To do | Your reply should consist solely of the number of lines in the data that contain "Minified".

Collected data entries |
____________________

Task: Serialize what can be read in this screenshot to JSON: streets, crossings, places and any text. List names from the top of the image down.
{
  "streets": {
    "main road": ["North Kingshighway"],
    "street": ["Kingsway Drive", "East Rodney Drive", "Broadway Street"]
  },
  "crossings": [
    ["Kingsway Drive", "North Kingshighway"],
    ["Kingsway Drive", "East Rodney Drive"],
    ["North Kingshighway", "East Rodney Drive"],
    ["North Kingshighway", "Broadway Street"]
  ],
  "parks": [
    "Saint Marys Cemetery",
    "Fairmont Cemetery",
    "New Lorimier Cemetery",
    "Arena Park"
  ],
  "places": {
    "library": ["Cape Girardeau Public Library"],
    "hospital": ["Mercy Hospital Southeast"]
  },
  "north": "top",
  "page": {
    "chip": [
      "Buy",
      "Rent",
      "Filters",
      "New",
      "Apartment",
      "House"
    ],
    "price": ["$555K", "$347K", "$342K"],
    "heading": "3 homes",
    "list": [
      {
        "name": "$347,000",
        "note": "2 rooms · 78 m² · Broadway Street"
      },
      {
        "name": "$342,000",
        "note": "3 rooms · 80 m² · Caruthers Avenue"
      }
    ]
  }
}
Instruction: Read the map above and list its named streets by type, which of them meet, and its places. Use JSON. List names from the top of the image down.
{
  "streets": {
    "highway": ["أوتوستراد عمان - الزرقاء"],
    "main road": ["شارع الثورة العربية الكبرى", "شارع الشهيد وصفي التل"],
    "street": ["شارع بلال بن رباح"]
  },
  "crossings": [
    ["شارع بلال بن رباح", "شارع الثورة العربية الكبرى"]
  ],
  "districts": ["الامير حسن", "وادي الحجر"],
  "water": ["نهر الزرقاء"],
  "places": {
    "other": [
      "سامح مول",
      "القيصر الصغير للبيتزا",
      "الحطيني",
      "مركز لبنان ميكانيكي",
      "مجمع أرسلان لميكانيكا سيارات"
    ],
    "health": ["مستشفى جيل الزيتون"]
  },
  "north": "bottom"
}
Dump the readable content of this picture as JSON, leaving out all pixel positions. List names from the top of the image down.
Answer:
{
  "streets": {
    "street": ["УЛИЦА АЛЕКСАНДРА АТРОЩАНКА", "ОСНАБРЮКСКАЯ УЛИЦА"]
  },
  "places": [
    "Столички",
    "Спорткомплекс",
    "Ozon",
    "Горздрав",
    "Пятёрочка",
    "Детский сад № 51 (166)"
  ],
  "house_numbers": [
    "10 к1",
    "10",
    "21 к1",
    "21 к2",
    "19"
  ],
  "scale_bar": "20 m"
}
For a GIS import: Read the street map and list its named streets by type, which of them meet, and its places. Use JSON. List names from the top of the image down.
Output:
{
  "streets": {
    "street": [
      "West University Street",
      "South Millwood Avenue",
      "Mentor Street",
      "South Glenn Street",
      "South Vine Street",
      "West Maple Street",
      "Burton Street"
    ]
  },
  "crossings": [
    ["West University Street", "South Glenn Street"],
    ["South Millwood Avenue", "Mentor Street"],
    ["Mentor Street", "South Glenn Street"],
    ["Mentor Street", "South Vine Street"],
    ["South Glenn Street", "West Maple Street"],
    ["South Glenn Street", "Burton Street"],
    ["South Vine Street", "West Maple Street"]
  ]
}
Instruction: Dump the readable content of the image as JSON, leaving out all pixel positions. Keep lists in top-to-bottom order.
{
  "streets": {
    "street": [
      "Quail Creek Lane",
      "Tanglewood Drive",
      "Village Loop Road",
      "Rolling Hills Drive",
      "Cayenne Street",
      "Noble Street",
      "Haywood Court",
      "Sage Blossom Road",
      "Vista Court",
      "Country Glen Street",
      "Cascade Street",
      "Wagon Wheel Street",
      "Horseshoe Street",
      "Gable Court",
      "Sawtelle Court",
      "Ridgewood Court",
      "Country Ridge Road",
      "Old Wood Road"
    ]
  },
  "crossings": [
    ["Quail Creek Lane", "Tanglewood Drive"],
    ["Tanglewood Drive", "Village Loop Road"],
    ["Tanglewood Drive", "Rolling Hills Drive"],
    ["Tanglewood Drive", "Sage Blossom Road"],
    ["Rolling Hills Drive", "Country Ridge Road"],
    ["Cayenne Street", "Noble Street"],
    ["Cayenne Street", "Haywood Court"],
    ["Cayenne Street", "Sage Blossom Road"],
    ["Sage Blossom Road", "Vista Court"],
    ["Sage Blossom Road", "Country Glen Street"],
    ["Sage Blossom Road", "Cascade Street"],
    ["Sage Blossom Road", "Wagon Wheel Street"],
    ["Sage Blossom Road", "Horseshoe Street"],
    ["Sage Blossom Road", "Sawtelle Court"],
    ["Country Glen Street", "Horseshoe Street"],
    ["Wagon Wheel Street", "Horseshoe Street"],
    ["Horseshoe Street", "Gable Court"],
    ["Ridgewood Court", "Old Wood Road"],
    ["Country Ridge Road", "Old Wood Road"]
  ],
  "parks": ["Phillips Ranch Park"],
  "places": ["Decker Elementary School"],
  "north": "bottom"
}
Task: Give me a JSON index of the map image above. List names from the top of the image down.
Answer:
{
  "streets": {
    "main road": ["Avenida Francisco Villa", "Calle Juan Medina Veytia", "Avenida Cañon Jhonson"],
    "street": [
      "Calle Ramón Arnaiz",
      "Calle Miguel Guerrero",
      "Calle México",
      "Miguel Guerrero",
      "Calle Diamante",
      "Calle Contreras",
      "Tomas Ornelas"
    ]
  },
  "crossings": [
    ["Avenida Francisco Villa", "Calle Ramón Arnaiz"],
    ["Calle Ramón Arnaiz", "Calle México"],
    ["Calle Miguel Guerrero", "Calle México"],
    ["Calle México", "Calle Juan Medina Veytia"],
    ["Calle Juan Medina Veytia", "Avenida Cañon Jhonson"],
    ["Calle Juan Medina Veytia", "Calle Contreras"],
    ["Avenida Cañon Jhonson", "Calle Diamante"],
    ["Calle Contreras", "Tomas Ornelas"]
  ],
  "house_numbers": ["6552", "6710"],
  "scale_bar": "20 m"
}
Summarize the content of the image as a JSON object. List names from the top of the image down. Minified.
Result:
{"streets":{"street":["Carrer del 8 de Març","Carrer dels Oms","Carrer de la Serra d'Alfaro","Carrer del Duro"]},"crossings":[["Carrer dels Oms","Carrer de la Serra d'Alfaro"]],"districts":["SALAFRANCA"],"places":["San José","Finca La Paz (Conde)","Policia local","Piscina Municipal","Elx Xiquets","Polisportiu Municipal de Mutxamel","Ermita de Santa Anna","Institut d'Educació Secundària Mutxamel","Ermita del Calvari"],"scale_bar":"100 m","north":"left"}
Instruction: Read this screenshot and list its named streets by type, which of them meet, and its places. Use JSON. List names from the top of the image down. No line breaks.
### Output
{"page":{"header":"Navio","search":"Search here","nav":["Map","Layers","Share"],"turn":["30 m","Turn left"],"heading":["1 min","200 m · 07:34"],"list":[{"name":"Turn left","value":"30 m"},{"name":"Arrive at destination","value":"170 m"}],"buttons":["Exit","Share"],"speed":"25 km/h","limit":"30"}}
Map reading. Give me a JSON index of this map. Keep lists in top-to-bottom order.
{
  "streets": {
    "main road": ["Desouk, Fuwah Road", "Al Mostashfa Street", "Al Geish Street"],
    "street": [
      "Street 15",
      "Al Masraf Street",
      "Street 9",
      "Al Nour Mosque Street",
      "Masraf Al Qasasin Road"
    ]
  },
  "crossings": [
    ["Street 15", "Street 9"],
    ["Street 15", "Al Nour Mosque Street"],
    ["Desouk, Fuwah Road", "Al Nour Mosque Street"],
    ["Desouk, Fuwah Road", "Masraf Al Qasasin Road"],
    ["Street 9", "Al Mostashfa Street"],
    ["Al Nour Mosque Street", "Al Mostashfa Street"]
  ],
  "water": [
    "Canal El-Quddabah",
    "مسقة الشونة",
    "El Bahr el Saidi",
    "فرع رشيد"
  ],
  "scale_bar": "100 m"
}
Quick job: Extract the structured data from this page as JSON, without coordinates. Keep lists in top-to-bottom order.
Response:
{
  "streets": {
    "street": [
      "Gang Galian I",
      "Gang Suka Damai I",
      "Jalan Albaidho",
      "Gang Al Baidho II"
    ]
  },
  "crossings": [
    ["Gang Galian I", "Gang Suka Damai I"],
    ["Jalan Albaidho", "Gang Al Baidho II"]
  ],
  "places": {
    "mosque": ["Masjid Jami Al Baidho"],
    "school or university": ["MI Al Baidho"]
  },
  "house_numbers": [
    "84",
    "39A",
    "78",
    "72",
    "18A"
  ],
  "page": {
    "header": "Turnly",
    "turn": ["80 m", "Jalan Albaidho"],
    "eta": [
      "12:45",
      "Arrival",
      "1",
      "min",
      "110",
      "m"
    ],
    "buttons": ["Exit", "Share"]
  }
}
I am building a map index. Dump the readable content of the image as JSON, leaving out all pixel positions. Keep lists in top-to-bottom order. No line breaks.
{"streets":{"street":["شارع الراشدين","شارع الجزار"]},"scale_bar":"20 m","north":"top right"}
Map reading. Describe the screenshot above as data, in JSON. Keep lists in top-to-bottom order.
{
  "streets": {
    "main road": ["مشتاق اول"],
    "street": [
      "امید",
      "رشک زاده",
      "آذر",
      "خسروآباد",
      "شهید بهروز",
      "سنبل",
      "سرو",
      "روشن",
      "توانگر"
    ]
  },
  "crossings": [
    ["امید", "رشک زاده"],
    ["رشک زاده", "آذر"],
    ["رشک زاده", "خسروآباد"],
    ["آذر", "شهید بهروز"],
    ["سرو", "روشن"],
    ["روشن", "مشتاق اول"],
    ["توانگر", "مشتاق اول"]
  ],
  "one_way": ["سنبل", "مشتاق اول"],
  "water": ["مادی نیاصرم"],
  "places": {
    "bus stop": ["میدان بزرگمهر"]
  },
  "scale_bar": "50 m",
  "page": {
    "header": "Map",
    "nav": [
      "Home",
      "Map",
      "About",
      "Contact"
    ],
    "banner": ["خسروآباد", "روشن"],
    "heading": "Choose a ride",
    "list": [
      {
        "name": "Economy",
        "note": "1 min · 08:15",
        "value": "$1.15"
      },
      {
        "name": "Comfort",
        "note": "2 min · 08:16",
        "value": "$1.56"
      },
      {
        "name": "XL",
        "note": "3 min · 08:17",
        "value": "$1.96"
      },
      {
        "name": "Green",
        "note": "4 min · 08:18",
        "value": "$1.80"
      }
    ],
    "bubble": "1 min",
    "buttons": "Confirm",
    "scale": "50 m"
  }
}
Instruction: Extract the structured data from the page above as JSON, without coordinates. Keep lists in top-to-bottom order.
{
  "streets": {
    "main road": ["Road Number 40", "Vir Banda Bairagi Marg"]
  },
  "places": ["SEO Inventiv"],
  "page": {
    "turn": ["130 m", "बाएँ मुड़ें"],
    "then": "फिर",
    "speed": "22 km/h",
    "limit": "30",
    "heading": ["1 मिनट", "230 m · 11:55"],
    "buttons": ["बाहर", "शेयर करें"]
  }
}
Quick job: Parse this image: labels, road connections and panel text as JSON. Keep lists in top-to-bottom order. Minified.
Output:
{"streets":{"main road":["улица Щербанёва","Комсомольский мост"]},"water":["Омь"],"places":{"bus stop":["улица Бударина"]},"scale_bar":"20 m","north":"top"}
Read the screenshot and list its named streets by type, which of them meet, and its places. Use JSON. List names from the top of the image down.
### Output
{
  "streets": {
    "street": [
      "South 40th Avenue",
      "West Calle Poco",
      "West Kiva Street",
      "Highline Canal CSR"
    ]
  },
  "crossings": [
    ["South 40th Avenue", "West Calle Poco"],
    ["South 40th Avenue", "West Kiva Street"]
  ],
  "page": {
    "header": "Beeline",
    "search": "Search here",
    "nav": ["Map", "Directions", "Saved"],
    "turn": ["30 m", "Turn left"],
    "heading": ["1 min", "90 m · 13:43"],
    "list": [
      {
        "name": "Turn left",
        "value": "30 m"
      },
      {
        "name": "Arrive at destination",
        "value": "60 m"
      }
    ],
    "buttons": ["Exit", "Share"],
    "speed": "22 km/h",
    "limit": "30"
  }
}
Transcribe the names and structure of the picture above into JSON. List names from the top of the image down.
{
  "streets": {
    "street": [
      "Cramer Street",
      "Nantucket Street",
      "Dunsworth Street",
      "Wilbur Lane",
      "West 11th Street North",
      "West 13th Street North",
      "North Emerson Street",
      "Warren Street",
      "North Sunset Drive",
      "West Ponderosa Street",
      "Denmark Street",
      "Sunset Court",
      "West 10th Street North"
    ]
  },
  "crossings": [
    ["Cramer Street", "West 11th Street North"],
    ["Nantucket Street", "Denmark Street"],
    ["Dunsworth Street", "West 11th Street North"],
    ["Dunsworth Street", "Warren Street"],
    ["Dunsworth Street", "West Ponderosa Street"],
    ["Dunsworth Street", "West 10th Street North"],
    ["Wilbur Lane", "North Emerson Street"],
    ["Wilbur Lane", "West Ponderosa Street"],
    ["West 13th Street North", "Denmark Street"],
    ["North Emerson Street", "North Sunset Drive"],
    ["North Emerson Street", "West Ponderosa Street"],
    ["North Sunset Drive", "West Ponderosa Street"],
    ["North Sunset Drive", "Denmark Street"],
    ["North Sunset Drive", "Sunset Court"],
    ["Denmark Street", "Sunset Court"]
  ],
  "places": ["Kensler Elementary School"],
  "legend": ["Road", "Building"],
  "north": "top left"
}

____________________

Exercise response | 2